I couldn’t stop laughing at Doug Ford’s budget. Here’

Like many, I was really disappointed when Doug Ford won the Ontario election last month. I wasn’t especially happy with Andrea Horwath, either, but Doug’s populism – higher rates for hydro, awful haircuts and all that – just didn’t have a place in my book.

Yet when he announced that he would shut down Toronto’s transit agency and axe the city’s transit agency (and some 10,000 jobs), I got a chill up my spine.

Doug Ford: the man the left hates, and who loves it Read more

After all, in his decade-plus as mayor of Etobicoke, a part of the GTA beyond Toronto, Doug meant well – as did most of his colleagues there. But he had no clue what he was doing, and was clueless as to why it mattered. He was brought down by community activists who understood what government policy could do for us. He saw it, and he did not. We are all poorer as a result.

So of course Doug’s new government was going to cut transit in the Greater Toronto Area, and I’m still feeling chill – but not enough to skip work. So I was saddened – but also amused – to see a slew of headlines that seemed to acknowledge what should have been obvious: slashing transit would deal a fatal blow to the GTA’s economy.

This is no time to shy away from the fact that Doug’s budget will cause business closures, sick days, job losses, and increases in prices of our groceries, services, and other essentials. But instead of journalism, we get “world leaders” echoing those tweets.

Is there anything more transparently political than using those spots for quotes meant to reassure us?

According to the McMaster University economics professor, David Macdonald, if Ford hadn’t messaged his budget with those bit-by-bit anecdotes, instead of a few terminal phrases that meant very little to most of us, then people would have seen what it meant.

Like a lot of people, I’m tired of what, thanks to your shift-job minister and your nepotism-phobic premier, I will have to deal with: security guards being told not to follow me home, a pump my morning coffee, mandatory time-out time, and a lot more.

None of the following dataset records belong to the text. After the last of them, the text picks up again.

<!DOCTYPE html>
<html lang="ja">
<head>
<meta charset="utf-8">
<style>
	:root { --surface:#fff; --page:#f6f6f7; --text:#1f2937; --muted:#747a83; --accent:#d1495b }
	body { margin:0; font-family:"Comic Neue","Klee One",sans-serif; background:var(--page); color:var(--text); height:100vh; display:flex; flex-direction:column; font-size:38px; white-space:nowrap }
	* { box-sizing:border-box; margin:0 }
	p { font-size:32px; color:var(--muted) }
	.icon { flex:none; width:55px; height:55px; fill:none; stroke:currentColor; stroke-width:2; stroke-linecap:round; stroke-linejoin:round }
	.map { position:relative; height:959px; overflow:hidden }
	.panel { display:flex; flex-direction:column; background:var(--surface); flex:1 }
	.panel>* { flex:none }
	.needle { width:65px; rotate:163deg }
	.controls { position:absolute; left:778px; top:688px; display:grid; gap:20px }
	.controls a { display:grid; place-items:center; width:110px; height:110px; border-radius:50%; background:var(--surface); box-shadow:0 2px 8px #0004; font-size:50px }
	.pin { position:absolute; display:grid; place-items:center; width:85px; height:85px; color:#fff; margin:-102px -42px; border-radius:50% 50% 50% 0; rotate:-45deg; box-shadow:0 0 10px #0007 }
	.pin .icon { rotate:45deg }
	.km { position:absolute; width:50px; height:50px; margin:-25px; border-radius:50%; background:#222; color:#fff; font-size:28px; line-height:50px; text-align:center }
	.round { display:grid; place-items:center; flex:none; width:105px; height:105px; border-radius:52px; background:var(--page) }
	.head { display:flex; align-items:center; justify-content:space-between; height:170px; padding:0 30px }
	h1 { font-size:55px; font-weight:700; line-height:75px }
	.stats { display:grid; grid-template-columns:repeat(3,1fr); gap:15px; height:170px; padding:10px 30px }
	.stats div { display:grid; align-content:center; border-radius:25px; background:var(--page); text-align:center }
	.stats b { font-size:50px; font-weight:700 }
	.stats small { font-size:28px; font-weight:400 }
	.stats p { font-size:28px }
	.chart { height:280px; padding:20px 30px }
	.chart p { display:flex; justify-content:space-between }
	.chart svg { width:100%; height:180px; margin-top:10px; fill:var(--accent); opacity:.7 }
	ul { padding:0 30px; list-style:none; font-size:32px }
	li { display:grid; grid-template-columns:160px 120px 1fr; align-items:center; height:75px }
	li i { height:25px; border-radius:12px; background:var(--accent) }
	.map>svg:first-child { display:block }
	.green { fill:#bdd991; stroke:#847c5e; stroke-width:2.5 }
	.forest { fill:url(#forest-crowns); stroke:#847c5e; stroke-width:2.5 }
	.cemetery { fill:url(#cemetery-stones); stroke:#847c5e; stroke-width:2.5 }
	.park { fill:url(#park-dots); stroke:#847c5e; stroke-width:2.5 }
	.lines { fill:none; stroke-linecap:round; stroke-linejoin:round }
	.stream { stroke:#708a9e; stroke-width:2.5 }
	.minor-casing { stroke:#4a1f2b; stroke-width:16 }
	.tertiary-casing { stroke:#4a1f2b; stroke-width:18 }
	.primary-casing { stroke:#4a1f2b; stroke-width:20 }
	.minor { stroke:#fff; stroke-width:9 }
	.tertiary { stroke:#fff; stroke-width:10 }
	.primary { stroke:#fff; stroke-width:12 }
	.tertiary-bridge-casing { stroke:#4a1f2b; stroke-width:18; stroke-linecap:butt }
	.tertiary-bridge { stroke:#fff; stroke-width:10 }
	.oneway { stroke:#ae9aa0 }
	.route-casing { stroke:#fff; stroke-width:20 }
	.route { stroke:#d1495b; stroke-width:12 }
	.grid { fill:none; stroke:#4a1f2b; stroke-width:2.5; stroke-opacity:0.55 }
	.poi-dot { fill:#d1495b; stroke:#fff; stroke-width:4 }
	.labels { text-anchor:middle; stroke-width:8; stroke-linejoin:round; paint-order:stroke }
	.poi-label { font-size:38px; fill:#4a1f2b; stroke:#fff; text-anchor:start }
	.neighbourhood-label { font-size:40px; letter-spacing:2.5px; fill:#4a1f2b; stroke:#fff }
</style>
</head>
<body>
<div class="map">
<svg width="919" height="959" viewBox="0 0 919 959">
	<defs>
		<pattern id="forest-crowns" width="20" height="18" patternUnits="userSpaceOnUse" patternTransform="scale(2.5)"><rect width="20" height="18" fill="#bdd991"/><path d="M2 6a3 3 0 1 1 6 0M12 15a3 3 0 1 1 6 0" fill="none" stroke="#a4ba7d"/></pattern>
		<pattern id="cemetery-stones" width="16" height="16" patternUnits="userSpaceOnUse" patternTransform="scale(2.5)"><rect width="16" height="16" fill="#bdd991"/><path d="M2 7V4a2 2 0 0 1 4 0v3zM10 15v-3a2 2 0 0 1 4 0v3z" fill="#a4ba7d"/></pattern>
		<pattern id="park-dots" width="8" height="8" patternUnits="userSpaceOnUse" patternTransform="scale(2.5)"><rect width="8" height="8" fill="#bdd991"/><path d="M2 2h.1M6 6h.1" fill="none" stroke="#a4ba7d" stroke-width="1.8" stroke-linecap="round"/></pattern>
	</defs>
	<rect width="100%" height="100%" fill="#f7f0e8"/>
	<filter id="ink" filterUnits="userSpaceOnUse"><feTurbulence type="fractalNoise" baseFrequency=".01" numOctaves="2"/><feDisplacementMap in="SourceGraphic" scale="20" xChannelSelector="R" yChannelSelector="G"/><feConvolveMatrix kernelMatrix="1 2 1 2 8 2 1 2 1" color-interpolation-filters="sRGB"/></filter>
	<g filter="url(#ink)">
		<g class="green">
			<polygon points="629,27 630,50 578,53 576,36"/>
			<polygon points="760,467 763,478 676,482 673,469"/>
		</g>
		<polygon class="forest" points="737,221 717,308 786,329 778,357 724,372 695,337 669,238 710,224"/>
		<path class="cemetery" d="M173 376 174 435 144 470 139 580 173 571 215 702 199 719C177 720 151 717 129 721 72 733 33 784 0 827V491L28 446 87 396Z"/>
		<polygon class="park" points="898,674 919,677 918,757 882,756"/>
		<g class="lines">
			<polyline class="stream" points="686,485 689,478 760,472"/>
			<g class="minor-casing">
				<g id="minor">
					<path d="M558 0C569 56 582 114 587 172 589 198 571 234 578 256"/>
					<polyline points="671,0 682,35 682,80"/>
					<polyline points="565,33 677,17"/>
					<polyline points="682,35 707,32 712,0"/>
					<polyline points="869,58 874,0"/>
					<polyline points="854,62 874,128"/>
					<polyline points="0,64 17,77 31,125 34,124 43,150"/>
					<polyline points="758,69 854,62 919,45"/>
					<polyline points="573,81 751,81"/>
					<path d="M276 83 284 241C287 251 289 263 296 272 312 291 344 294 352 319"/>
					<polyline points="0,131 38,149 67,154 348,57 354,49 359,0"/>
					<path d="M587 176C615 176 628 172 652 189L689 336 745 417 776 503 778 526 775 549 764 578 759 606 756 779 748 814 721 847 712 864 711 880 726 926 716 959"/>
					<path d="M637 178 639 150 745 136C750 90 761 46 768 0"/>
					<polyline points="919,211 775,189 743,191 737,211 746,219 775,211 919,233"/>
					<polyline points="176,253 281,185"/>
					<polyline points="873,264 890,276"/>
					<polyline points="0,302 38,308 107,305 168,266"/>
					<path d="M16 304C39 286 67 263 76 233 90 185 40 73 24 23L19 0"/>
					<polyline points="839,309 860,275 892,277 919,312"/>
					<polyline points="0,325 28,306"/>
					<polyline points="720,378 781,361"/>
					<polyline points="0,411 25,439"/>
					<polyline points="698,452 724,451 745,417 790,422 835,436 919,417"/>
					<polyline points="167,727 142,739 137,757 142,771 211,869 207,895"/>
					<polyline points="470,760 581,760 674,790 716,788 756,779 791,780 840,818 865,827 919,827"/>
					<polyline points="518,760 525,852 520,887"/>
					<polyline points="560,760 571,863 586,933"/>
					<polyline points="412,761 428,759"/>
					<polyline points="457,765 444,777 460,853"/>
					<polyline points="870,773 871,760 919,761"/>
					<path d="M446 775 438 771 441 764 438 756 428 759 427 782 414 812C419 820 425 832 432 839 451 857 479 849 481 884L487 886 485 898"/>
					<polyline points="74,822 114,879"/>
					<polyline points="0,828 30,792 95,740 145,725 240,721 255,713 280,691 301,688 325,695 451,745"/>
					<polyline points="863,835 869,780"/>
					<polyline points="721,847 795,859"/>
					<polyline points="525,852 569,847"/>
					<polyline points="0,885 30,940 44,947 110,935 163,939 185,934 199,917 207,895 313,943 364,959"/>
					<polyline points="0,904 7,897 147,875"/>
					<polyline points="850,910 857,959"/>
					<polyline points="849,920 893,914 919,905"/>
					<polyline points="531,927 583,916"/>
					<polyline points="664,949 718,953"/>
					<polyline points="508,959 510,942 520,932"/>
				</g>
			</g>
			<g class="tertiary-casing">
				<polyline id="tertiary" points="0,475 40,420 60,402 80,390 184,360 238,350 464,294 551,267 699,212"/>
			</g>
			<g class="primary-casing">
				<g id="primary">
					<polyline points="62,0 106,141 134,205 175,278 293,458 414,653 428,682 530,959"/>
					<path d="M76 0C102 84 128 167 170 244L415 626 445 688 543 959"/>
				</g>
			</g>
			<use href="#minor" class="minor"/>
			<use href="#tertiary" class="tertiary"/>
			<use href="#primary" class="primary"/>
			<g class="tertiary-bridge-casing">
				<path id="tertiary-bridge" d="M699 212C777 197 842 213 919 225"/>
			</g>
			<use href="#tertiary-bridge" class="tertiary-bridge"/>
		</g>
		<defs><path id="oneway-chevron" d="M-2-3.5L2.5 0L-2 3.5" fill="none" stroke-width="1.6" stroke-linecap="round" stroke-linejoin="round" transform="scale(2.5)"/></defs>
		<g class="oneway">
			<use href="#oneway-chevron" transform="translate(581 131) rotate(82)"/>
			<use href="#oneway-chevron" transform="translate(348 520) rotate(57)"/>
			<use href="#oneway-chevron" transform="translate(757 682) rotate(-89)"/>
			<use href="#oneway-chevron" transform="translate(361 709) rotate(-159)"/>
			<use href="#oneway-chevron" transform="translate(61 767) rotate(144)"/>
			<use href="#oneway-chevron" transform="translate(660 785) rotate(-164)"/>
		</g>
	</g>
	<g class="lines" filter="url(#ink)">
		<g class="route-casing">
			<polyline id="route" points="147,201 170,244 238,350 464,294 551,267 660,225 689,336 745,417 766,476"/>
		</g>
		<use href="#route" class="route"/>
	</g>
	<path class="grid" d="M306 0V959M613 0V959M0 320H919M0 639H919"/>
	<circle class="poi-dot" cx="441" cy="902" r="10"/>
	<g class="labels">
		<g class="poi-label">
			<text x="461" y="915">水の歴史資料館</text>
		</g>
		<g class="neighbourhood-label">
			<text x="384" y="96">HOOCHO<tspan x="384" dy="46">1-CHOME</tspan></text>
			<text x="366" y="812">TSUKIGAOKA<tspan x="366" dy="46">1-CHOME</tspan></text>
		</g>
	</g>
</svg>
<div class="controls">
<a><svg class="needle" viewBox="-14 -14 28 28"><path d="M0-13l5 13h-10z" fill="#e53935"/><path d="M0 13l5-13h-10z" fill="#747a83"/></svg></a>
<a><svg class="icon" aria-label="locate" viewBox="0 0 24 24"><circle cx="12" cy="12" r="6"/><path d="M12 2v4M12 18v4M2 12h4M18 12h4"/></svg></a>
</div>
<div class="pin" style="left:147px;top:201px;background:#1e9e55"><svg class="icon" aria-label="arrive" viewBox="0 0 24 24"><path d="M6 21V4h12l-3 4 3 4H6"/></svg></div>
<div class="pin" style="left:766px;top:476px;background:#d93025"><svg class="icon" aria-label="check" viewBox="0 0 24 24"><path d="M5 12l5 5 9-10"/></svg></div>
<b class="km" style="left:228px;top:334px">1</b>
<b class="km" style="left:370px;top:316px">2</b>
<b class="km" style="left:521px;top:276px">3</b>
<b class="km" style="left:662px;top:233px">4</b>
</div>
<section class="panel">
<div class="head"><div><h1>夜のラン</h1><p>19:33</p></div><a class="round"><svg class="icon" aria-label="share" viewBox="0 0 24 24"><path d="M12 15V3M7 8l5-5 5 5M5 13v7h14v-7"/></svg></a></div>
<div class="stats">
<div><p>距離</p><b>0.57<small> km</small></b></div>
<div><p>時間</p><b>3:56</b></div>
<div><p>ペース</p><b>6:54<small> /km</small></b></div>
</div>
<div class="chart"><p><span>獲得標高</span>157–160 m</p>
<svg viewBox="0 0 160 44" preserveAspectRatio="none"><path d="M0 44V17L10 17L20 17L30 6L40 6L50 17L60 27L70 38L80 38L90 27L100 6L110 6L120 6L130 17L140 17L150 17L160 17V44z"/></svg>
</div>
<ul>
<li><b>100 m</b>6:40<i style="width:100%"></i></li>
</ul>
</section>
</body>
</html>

The people who have to get out on a limb to publicly complain about it are also people who are already living in poverty or unable to get by on minimum wage. As CEO of Bread Line, my charity that provides a range of social services, the reaction I get from clients is pretty much universal: “How could they possibly think this is going to help anyone?” It’s all so regrettable.

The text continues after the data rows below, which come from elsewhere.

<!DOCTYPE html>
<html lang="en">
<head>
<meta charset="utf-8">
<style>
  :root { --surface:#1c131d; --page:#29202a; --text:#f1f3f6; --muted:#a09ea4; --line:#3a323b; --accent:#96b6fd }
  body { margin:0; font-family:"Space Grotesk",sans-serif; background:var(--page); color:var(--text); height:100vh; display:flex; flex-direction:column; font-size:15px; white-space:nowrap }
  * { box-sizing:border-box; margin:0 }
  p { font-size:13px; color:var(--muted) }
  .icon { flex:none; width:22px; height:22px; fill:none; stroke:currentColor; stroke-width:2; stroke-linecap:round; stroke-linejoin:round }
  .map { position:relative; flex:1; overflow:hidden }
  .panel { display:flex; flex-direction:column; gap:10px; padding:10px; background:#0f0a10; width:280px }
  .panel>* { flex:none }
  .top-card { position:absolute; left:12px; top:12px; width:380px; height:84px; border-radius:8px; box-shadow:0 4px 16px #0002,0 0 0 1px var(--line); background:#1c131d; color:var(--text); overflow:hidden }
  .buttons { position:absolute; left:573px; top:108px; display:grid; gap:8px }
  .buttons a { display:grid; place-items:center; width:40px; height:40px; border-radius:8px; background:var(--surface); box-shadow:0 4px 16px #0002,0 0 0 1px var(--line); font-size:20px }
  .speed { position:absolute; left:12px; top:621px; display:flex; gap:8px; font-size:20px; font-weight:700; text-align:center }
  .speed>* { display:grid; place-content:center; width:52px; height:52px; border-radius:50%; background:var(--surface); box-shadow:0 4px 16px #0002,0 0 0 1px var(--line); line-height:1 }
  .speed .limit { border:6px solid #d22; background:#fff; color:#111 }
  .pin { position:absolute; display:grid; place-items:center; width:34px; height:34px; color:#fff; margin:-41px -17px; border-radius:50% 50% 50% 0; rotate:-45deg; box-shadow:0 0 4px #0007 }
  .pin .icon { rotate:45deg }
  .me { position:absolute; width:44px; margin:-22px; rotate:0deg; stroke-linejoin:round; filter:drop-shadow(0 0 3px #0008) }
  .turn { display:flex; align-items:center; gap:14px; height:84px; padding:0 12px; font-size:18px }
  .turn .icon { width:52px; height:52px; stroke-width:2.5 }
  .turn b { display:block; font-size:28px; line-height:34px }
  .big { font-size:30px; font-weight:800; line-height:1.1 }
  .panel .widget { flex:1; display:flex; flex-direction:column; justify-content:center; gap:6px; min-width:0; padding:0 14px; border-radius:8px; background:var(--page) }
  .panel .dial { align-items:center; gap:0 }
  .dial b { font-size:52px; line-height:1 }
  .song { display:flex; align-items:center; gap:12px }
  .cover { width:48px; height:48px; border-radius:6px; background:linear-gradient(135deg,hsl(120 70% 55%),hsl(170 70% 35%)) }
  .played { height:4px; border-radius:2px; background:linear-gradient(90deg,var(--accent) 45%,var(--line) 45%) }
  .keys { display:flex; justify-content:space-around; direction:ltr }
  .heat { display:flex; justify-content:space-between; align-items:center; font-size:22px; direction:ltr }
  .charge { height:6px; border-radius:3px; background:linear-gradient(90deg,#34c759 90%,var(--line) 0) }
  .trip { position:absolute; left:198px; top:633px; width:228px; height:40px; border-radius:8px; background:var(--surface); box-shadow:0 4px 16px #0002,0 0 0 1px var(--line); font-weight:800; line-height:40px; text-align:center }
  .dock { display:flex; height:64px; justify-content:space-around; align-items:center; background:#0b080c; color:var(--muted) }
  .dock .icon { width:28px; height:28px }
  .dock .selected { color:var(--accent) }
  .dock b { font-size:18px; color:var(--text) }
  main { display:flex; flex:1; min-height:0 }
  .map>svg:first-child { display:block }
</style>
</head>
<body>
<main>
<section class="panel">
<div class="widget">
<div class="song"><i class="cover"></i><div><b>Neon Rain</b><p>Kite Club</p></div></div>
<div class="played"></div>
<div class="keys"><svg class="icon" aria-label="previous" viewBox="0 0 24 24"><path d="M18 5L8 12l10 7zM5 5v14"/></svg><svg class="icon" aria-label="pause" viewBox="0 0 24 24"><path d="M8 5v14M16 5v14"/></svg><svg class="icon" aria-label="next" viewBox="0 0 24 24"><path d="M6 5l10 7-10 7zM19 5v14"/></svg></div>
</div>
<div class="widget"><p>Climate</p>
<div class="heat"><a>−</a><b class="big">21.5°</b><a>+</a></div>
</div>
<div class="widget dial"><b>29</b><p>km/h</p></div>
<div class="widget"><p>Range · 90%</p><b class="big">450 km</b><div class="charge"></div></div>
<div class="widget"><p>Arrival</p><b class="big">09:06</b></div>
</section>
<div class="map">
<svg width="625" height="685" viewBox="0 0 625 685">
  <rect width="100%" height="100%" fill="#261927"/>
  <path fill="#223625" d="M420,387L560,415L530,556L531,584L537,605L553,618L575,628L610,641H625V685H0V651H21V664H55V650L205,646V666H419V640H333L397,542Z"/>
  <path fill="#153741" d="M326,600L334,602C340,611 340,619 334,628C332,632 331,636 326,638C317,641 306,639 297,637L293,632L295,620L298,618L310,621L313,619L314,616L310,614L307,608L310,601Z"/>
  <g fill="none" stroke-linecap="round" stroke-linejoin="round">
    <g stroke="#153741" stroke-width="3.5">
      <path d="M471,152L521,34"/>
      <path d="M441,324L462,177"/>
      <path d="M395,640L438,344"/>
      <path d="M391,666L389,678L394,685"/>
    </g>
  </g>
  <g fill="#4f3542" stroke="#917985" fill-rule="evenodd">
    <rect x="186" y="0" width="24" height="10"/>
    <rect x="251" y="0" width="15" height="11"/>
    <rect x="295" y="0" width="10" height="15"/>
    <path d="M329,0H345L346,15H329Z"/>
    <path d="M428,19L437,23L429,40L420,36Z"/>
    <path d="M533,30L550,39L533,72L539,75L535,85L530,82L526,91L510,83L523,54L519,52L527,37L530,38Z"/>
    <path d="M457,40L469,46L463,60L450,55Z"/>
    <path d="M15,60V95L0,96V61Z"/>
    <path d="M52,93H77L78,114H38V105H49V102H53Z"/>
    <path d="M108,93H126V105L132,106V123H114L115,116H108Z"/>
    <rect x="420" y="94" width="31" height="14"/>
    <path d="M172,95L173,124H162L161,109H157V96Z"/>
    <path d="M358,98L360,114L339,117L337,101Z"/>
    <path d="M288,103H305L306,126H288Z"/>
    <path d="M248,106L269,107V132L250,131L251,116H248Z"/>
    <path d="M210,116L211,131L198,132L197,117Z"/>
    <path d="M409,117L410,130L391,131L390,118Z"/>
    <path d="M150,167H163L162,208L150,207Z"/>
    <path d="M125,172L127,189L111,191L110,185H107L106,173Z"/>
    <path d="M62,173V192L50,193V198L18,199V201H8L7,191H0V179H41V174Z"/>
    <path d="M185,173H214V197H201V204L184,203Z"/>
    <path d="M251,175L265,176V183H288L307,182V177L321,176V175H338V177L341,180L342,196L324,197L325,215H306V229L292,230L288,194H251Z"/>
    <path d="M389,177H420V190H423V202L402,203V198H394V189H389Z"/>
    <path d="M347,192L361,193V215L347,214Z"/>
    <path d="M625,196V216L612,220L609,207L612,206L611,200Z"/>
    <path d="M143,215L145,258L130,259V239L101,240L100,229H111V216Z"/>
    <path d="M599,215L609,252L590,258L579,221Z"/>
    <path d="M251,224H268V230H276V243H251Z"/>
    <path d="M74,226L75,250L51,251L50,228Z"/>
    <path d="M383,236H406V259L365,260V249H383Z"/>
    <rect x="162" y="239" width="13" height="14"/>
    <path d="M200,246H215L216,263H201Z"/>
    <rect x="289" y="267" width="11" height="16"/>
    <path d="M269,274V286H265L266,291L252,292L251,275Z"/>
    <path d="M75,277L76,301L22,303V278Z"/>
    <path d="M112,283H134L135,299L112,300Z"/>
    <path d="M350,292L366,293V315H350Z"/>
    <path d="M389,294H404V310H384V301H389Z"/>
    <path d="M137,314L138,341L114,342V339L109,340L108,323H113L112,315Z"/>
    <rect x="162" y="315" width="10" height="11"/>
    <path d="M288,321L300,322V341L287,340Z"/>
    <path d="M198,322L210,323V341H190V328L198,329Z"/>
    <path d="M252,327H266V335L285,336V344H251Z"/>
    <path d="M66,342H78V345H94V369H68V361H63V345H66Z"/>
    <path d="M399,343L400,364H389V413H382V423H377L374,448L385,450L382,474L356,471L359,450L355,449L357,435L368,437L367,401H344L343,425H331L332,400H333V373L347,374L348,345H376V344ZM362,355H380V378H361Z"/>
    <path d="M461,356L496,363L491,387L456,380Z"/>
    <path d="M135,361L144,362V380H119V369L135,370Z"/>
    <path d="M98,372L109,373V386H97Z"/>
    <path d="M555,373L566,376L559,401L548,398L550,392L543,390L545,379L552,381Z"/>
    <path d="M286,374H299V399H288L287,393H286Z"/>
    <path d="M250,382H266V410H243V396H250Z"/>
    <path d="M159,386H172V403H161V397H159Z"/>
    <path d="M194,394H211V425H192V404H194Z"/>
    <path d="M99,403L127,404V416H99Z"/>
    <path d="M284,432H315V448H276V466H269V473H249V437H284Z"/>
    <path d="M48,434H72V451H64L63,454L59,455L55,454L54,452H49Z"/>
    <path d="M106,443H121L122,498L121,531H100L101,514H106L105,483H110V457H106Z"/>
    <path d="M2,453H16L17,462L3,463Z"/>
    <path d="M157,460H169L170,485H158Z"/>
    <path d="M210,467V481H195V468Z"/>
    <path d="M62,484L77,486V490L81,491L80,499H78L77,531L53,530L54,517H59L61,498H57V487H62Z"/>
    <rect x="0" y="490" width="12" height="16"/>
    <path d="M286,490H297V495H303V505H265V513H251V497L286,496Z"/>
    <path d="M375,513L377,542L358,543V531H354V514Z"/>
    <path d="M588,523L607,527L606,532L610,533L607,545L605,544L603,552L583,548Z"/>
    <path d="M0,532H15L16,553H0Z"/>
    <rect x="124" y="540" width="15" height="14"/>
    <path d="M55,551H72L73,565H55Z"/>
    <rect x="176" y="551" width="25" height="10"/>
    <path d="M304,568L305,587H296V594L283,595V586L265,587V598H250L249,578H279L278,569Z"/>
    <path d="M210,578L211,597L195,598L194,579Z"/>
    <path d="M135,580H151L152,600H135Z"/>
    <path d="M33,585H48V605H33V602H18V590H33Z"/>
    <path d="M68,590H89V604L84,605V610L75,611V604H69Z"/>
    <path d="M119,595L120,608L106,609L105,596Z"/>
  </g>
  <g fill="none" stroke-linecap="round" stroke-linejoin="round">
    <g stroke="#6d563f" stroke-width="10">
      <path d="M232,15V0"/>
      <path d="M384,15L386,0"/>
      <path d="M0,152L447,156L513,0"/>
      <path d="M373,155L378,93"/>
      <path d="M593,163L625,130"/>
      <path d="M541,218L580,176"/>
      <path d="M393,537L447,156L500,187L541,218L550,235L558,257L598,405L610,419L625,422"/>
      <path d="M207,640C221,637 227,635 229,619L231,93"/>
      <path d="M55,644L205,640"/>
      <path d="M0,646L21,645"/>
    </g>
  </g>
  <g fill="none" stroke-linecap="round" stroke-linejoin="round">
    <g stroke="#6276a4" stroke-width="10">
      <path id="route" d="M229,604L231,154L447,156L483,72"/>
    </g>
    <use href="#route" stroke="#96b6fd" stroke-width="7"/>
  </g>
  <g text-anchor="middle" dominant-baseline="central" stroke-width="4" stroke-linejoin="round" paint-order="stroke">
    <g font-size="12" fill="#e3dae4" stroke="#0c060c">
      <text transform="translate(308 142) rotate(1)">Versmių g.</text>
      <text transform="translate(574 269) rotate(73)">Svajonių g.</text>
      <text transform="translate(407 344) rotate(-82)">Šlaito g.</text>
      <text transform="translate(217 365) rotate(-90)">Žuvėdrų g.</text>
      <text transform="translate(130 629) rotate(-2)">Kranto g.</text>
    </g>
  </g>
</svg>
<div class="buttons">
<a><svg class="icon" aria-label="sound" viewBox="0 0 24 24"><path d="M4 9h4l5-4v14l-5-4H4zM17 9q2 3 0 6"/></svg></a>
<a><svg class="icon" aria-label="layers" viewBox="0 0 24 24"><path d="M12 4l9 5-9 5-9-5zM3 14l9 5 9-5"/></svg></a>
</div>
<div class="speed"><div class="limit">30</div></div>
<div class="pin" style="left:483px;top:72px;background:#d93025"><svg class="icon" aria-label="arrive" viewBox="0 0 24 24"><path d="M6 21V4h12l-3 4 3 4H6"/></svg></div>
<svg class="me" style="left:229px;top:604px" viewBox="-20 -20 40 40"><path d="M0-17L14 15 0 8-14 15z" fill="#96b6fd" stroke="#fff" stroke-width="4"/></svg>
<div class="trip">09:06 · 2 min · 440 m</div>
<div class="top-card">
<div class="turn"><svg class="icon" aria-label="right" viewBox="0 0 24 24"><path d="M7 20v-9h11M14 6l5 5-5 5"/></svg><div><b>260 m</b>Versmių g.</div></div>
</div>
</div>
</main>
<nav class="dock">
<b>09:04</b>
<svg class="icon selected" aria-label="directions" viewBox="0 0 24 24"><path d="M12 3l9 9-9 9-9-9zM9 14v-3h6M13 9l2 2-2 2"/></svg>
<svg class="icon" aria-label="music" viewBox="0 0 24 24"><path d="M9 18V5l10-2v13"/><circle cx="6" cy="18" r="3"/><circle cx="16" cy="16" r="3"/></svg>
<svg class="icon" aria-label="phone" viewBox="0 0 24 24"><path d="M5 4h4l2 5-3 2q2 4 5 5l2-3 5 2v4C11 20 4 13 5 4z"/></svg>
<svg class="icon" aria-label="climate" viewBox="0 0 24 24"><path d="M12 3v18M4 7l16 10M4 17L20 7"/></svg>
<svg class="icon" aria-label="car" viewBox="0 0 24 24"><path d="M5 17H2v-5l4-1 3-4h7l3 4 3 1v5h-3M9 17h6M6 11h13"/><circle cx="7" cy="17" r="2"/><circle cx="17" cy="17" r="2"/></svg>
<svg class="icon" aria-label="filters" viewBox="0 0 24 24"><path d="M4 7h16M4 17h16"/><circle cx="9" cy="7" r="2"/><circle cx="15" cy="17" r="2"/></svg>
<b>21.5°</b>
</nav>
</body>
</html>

That’s actually a reflection of what has been happening right now. When economic recovery doesn’t feel like recovery, when people can’t get ahead, and the least fortunate don’t have a voice, the folks who are most resentful can lash out. And that’s what Doug Ford is doing, in different ways.

By having his way, he’s throwing all the GTA’s assumptions into question. He may actually turn out to be a disaster for the region, but already, he’s already hitting Toronto’s wallet hard.

No, Doug Ford isn’t just being shortsighted. He thinks the public purse can take it. I know for a fact that there is not enough money in the GTA to keep the subway to downtown Toronto running at full capacity, let alone the $30bn his government will have to spend building many new stations and building more overhead wires that will catch on the ground. With his budget, the government is actually laying the groundwork for what could be a great problem.

The Green belt is already creaking, and all the more so with those buses and commuter train cars going down in the GTA. Already, we have to endure almost daily backups on Queen’s Park Avenue. And after all this, the first major new urban transit project of the new Ford government won’t even bring you to the centre of the city. And no, this isn’t me being gleeful. It’s business sense.

I’m optimistic that Kathleen Wynne’s Liberal government made it through the election despite the fact that most Ontarians didn’t like it, and that this government will go down in history as an abject failure.